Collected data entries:

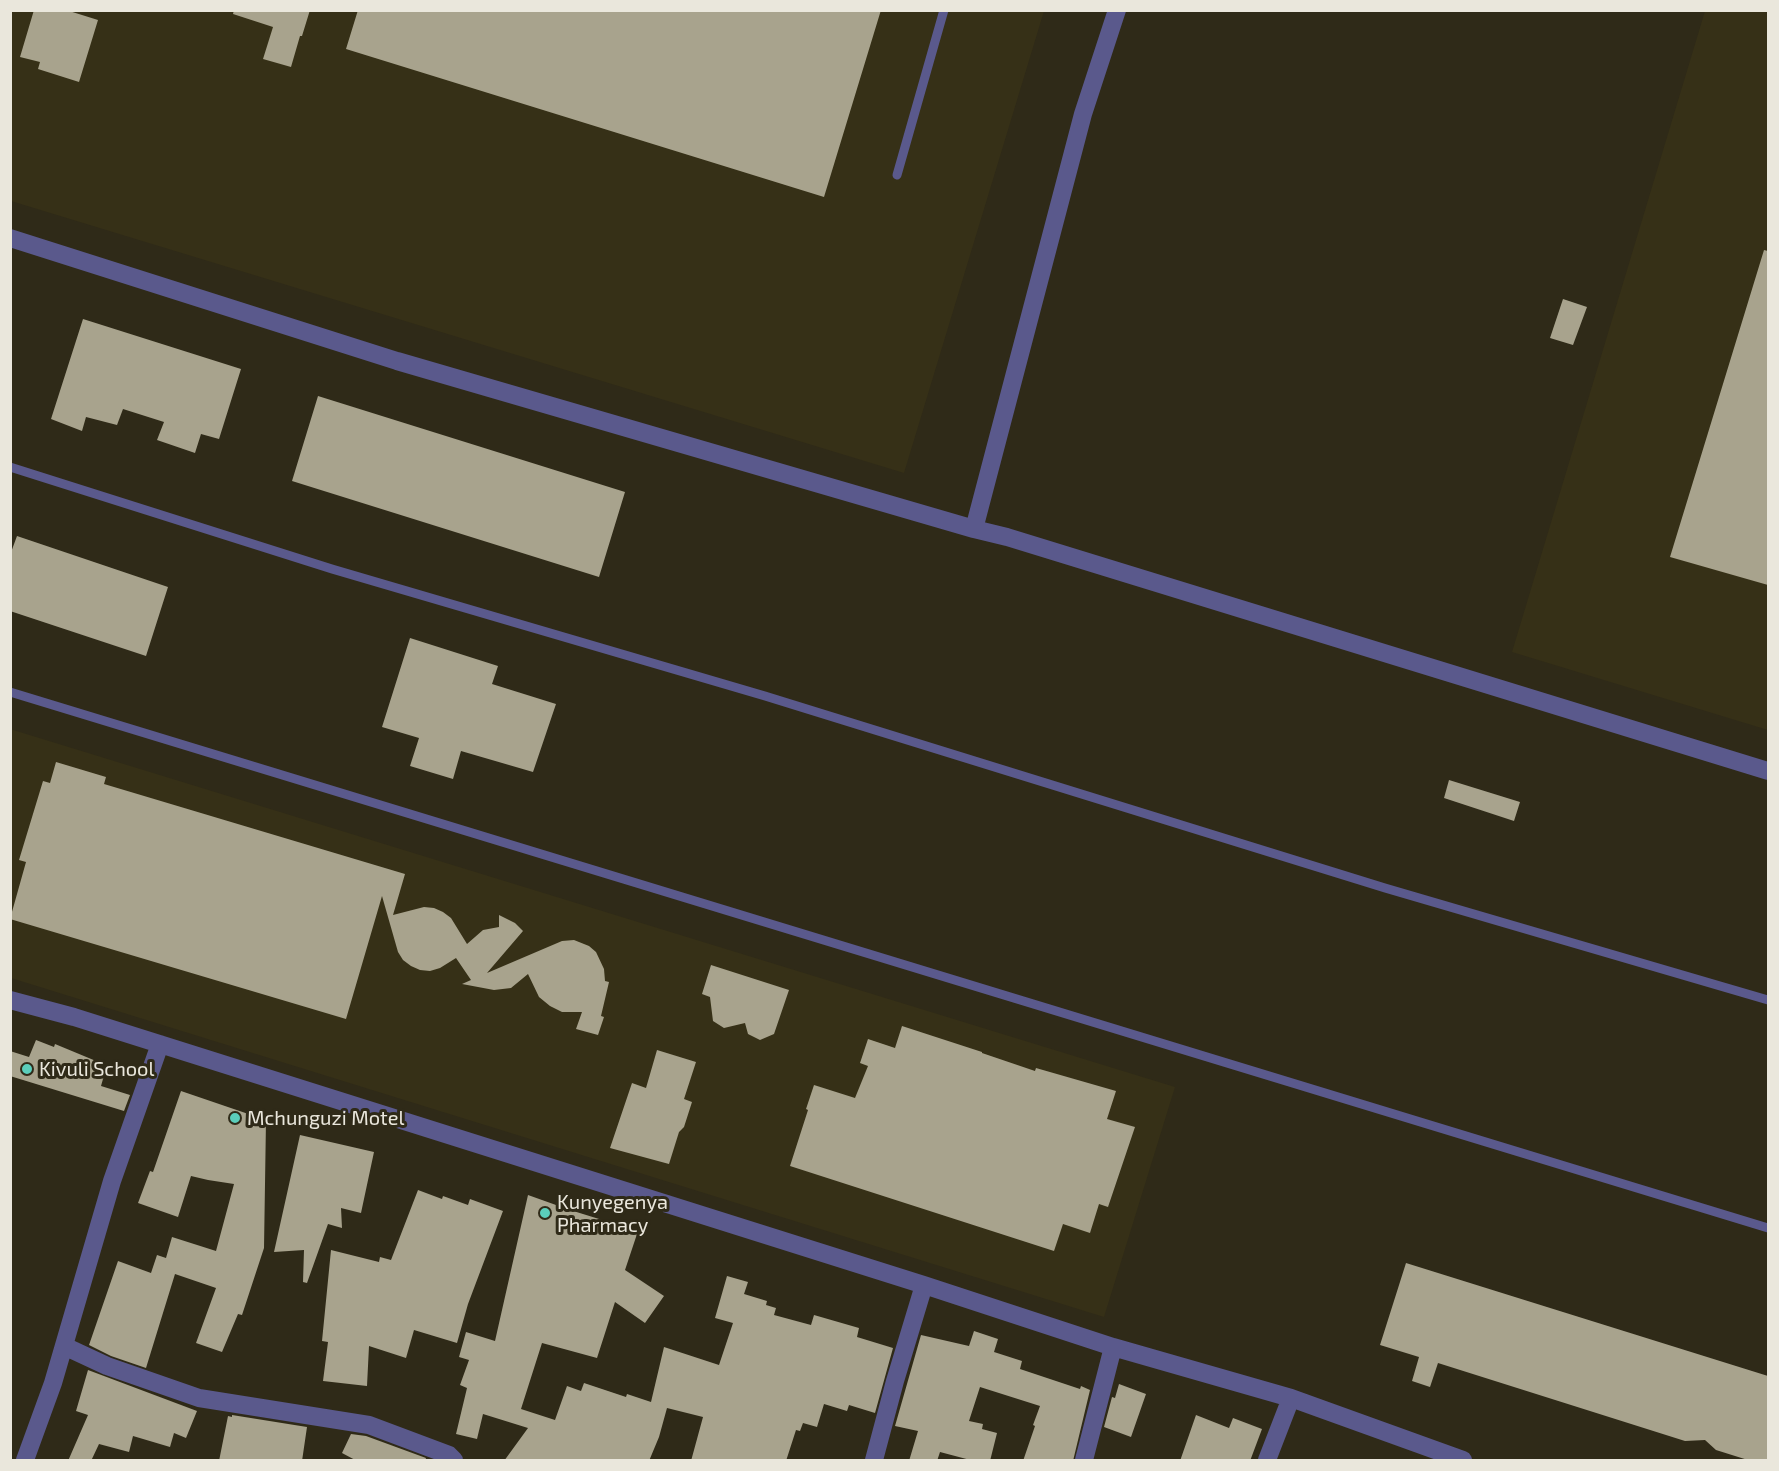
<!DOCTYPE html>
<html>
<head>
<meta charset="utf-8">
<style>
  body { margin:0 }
  #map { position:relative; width:1779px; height:1471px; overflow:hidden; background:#2f2a18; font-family:"Exo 2",sans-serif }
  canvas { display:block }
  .frame { position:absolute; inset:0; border:12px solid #eae7dc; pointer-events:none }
</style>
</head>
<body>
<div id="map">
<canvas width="1779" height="1471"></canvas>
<div class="frame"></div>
</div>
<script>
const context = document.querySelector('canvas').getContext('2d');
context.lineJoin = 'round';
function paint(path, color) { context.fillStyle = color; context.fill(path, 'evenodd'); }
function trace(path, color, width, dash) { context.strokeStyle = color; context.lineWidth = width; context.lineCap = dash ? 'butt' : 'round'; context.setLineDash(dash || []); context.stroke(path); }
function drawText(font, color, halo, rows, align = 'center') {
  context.font = font + ' "Exo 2",sans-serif'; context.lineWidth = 6; context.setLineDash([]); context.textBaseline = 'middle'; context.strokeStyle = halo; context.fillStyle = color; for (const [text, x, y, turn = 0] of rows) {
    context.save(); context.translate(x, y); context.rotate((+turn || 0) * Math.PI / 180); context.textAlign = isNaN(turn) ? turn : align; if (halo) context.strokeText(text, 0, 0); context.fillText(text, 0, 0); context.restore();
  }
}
const built = new Path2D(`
  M 10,11 L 1044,11 L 904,473 L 11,201 Z
  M 1705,11 L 1768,11 L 1768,730 L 1512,652 Z
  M 10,729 L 1175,1087 L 1104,1317 L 11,978 Z`);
const building = new Path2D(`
  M 34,10 L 66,10 L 98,20 L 79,82 L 38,69 L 40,62 L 20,57 Z
  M 234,10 L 310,10 L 302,36 L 300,36 L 291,67 L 263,59 L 273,27 L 233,14 Z
  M 358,10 L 881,10 L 824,197 L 346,49 Z
  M 1764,250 L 1768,251 L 1768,585 L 1670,557 Z
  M 1563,299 L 1587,307 L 1573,345 L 1550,338 Z
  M 83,319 L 241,369 L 219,439 L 201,434 L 195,453 L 157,440 L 164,422 L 123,409 L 117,425 L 86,417 L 82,431 L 51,419 Z
  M 318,396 L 625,492 L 599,577 L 292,481 Z
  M 17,536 L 168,587 L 146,656 L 10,611 L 10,555 Z
  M 410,638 L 498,666 L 492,684 L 556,704 L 533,772 L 461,751 L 453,779 L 410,766 L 419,738 L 382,727 Z
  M 56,762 L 106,777 L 104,784 L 405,874 L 393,915 L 424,907 L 434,908 L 443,912 L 451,918 L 467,944 L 483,930 L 499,927 L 499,915 L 515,923 L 523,931 L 487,973 L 562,941 L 574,940 L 589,946 L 596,952 L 604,969 L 605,981 L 609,982 L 601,1016 L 604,1017 L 598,1035 L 576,1029 L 582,1012 L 562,1012 L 550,1006 L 539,997 L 528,974 L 511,988 L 494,990 L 462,984 L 471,980 L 456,958 L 440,968 L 430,971 L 420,970 L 411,966 L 403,960 L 398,952 L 382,896 L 346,1019 L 10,919 L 26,862 L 19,860 L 43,781 L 50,783 Z
  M 1449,780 L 1520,802 L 1514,821 L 1444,798 Z
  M 711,965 L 789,990 L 774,1034 L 760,1040 L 748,1034 L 745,1023 L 724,1028 L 713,1021 L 710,997 L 702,994 Z
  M 902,1026 L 982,1052 L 982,1053 L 1035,1071 L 1036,1068 L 1116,1091 L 1107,1119 L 1135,1127 L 1108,1207 L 1099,1204 L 1090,1233 L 1063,1224 L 1054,1251 L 790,1166 L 808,1110 L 806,1109 L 814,1085 L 855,1098 L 868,1066 L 860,1063 L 868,1039 L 895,1048 Z
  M 36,1040 L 54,1047 L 55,1044 L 96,1061 L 93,1068 L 105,1072 L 101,1086 L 130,1095 L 124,1111 L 10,1076 L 10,1051 L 29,1057 Z
  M 657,1050 L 696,1062 L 684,1099 L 692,1102 L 684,1127 L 679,1132 L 669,1164 L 610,1148 L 632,1083 L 646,1088 Z
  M 181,1091 L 266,1120 L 264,1248 L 242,1315 L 238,1314 L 222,1352 L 196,1343 L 216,1288 L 175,1274 L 146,1368 L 111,1356 L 89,1345 L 118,1261 L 151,1273 L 157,1255 L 166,1258 L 172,1237 L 216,1251 L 234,1184 L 208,1180 L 191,1176 L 178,1217 L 138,1203 L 150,1171 L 153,1172 Z
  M 300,1135 L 374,1152 L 361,1213 L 341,1208 L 342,1228 L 328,1224 L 307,1283 L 303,1282 L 304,1250 L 274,1252 Z
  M 418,1190 L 442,1199 L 443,1196 L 468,1205 L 470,1199 L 503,1211 L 468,1304 L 457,1343 L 414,1330 L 406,1358 L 369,1346 L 367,1386 L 323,1381 L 328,1342 L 322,1341 L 331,1250 L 379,1262 L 380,1257 L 391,1260 Z
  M 528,1195 L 570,1210 L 638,1231 L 625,1270 L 664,1296 L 645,1323 L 615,1302 L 597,1358 L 542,1343 L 521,1409 L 555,1420 L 567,1386 L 581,1391 L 584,1383 L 626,1397 L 627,1394 L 651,1402 L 664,1347 L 719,1365 L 733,1323 L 715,1318 L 727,1276 L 748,1282 L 744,1294 L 767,1301 L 766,1305 L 776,1308 L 774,1315 L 811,1325 L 814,1315 L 859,1328 L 857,1337 L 893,1348 L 875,1413 L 849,1405 L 847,1411 L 824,1404 L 817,1427 L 803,1423 L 800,1431 L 796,1430 L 786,1461 L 691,1461 L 703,1417 L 667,1408 L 659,1437 L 649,1461 L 504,1461 L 528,1428 L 483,1414 L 477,1439 L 456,1434 L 467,1388 L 460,1385 L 469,1360 L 459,1357 L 466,1332 L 495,1341 Z
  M 1406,1263 L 1768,1376 L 1768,1461 L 1751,1461 L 1716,1450 L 1705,1440 L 1685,1441 L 1438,1363 L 1430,1387 L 1412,1381 L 1419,1357 L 1380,1345 Z
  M 974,1331 L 998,1339 L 994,1352 L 1022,1361 L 1020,1369 L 1080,1389 L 1081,1386 L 1090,1390 L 1073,1461 L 1023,1461 L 1035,1426 L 1033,1425 L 1040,1406 L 980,1387 L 969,1421 L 983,1424 L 982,1429 L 997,1433 L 990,1461 L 974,1461 L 940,1452 L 937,1461 L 909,1461 L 918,1431 L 895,1426 L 921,1335 L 969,1346 Z
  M 88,1370 L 197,1411 L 186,1438 L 174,1433 L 170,1447 L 133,1436 L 129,1452 L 99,1444 L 91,1461 L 68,1461 L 88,1415 L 76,1411 Z
  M 1119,1384 L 1146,1394 L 1131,1437 L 1104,1427 L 1112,1397 L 1115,1398 Z
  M 232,1415 L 307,1427 L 302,1461 L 219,1461 L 228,1416 L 232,1417 Z
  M 1196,1415 L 1229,1428 L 1233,1418 L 1262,1429 L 1250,1461 L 1180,1461 Z
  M 351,1434 L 366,1436 L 426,1458 L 425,1461 L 357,1461 L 342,1453 Z`);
const lane = new Path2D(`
  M 897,175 L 944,10
  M 10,467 L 332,569 L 765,696 L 1385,888 L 1768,1000
  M 10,692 L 1768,1228`);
const street = new Path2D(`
  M 10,238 L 397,361 L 974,529 L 1007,537 L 1768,771
  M 974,529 L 1083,114 L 1117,10
  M 10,1000 L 74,1017 L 924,1285 L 1113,1347 L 1291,1398 L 1463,1460
  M 64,1346 L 107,1366 L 199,1398 L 369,1425 L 449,1455 L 454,1460
  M 25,1460 L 53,1383 L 112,1181 L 160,1044
  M 874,1460 L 895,1381 L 924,1285
  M 1084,1460 L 1113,1347
  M 1267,1460 L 1291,1398`);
const markers = [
  [27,1069,6,"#5bcebb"],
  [235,1118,6,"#5bcebb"],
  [545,1213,6,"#5bcebb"]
];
const poiNames = [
  ["Kivuli School",39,1069],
  ["Mchunguzi Motel",247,1118],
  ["Kunyegenya",557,1202],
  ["Pharmacy",557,1225]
];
paint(built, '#363017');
paint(building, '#a8a38d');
trace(lane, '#5a598c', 9);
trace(street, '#5a598c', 18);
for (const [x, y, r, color] of markers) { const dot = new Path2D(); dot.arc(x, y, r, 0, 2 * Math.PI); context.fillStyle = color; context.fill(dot); trace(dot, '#2f2a18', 2); }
drawText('20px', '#eae7dc', '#2f2a18', poiNames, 'left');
</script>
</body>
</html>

# THE PROBLEM:
The required output is the stretch of entries above from the line containing "context.lineJoin = 'round';" through the line containing "M 1563,299 L", reproduced exactly.

# RESULT:
context.lineJoin = 'round';
function paint(path, color) { context.fillStyle = color; context.fill(path, 'evenodd'); }
function trace(path, color, width, dash) { context.strokeStyle = color; context.lineWidth = width; context.lineCap = dash ? 'butt' : 'round'; context.setLineDash(dash || []); context.stroke(path); }
function drawText(font, color, halo, rows, align = 'center') {
  context.font = font + ' "Exo 2",sans-serif'; context.lineWidth = 6; context.setLineDash([]); context.textBaseline = 'middle'; context.strokeStyle = halo; context.fillStyle = color; for (const [text, x, y, turn = 0] of rows) {
    context.save(); context.translate(x, y); context.rotate((+turn || 0) * Math.PI / 180); context.textAlign = isNaN(turn) ? turn : align; if (halo) context.strokeText(text, 0, 0); context.fillText(text, 0, 0); context.restore();
  }
}
const built = new Path2D(`
  M 10,11 L 1044,11 L 904,473 L 11,201 Z
  M 1705,11 L 1768,11 L 1768,730 L 1512,652 Z
  M 10,729 L 1175,1087 L 1104,1317 L 11,978 Z`);
const building = new Path2D(`
  M 34,10 L 66,10 L 98,20 L 79,82 L 38,69 L 40,62 L 20,57 Z
  M 234,10 L 310,10 L 302,36 L 300,36 L 291,67 L 263,59 L 273,27 L 233,14 Z
  M 358,10 L 881,10 L 824,197 L 346,49 Z
  M 1764,250 L 1768,251 L 1768,585 L 1670,557 Z
  M 1563,299 L 1587,307 L 1573,345 L 1550,338 Z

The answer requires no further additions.